Task details
An exact restatement is required. Cover only the lines of the records from the first through the line with "2px #836463) drop-shadow(0", and skip pictures.

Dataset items
----------------

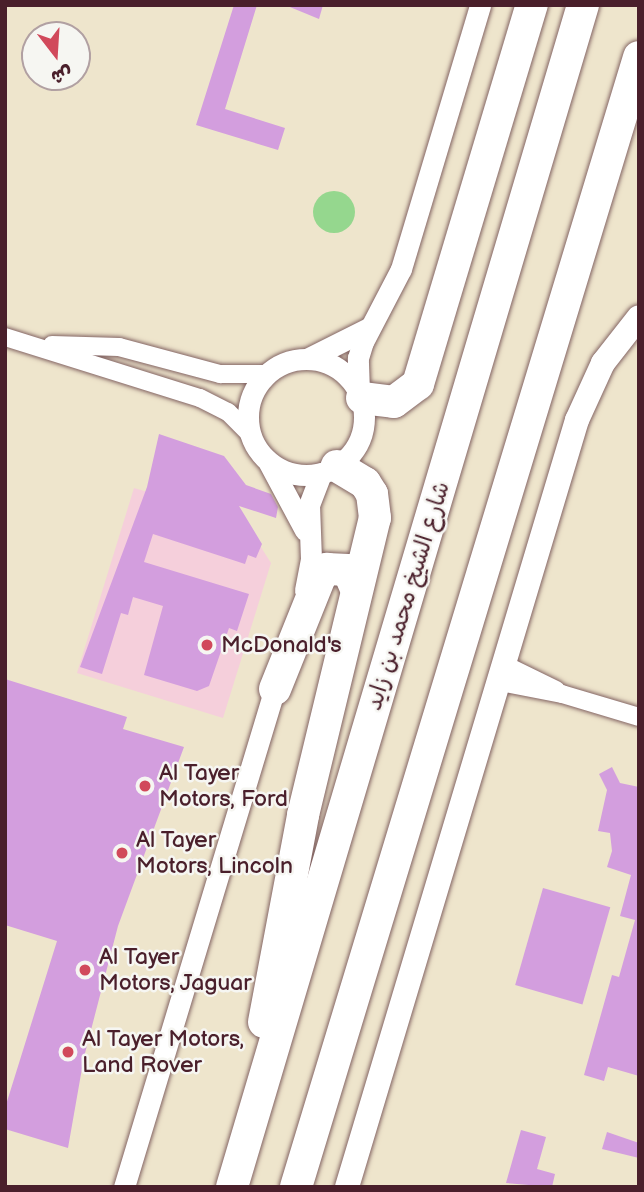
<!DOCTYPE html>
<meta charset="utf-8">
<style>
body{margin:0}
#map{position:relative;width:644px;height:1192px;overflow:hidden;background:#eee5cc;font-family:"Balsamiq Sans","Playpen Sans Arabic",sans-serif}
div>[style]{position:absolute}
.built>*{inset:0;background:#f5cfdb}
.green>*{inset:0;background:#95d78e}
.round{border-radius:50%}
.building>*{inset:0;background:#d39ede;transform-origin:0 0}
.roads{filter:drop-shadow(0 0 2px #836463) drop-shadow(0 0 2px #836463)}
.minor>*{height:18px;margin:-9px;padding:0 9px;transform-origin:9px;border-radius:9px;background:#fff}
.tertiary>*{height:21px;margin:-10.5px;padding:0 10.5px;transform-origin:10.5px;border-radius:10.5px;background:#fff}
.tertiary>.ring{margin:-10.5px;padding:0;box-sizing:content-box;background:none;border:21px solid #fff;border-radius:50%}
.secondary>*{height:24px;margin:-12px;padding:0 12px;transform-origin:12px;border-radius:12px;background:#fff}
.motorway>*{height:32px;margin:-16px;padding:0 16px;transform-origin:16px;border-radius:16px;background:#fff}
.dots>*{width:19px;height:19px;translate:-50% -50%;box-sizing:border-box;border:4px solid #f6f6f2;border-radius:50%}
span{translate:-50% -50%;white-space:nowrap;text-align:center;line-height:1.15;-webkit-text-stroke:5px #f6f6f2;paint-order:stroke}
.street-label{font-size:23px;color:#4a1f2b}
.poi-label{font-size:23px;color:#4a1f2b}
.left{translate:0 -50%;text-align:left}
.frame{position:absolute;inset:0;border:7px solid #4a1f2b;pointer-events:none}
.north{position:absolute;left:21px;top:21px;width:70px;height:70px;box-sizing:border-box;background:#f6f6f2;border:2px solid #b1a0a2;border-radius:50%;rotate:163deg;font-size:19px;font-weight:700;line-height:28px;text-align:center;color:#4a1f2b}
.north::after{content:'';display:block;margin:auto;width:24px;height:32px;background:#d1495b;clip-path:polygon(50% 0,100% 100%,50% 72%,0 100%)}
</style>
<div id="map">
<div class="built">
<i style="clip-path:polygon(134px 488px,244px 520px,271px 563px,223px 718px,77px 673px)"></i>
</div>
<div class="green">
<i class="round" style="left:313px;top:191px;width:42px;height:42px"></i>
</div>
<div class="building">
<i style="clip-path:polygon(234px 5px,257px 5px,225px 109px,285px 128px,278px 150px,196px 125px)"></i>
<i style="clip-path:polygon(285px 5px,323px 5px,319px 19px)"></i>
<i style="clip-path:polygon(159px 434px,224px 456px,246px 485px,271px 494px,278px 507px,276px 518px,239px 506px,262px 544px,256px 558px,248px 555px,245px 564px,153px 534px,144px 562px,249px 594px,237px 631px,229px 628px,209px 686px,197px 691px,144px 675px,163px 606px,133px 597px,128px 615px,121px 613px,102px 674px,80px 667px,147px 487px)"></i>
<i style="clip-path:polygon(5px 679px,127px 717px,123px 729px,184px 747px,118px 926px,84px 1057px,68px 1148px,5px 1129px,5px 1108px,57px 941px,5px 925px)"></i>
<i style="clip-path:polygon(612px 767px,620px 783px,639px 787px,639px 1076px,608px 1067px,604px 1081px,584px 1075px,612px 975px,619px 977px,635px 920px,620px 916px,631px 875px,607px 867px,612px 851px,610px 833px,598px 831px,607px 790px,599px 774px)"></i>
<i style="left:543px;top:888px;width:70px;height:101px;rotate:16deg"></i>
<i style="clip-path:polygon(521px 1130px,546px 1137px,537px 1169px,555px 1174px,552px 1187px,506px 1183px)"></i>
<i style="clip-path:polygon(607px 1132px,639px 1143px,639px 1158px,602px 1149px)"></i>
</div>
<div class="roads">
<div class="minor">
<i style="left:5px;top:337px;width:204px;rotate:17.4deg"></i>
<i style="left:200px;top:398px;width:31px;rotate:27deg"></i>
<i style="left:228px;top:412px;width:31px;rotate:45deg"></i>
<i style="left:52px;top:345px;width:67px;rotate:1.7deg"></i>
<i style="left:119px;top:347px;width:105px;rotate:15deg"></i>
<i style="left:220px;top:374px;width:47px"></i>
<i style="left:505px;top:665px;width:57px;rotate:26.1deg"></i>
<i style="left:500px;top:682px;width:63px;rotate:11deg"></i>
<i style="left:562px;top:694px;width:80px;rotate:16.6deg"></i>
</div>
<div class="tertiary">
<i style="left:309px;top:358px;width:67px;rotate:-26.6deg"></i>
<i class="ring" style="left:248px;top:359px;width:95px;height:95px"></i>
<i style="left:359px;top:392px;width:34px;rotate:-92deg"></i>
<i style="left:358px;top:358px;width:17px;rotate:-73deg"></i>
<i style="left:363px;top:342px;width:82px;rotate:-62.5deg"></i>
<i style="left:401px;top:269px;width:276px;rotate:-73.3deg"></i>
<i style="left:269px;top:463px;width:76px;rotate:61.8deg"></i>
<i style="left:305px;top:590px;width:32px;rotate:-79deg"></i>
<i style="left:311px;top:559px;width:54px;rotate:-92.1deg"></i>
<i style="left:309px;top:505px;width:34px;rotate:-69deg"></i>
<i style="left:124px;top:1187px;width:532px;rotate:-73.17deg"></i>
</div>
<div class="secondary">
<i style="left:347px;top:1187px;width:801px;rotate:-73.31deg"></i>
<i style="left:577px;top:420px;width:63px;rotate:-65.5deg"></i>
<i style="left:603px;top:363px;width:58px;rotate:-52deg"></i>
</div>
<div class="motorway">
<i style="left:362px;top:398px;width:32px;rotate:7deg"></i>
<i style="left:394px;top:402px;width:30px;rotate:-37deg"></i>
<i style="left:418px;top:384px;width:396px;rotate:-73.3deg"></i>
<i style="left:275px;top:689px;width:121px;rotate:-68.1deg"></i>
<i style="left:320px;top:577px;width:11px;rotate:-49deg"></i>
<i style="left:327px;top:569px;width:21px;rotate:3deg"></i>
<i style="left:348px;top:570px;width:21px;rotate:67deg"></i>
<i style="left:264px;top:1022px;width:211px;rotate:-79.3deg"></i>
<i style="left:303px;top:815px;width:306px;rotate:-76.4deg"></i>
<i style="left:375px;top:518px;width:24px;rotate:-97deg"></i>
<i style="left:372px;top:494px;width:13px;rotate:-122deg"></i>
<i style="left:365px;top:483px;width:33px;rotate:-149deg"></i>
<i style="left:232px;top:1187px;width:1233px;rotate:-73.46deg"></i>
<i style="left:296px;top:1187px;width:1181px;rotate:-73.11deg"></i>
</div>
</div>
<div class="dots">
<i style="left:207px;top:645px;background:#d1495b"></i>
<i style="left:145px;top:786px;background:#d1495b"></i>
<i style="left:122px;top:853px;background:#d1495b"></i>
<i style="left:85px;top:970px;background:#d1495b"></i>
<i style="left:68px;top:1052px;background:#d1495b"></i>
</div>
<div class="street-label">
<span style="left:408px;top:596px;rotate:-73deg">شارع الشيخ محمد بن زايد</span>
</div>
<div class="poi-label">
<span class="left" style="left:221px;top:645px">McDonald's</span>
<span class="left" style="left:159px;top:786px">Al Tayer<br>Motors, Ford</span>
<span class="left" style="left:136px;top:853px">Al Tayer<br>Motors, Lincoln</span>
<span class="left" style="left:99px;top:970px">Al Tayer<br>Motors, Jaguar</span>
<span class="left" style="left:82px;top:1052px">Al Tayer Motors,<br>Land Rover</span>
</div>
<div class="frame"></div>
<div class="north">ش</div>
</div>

----------------

Written solution
<!DOCTYPE html>
<meta charset="utf-8">
<style>
body{margin:0}
#map{position:relative;width:644px;height:1192px;overflow:hidden;background:#eee5cc;font-family:"Balsamiq Sans","Playpen Sans Arabic",sans-serif}
div>[style]{position:absolute}
.built>*{inset:0;background:#f5cfdb}
.green>*{inset:0;background:#95d78e}
.round{border-radius:50%}
.building>*{inset:0;background:#d39ede;transform-origin:0 0}
.roads{filter:drop-shadow(0 0 2px #836463) drop-shadow(0 0 2px #836463)}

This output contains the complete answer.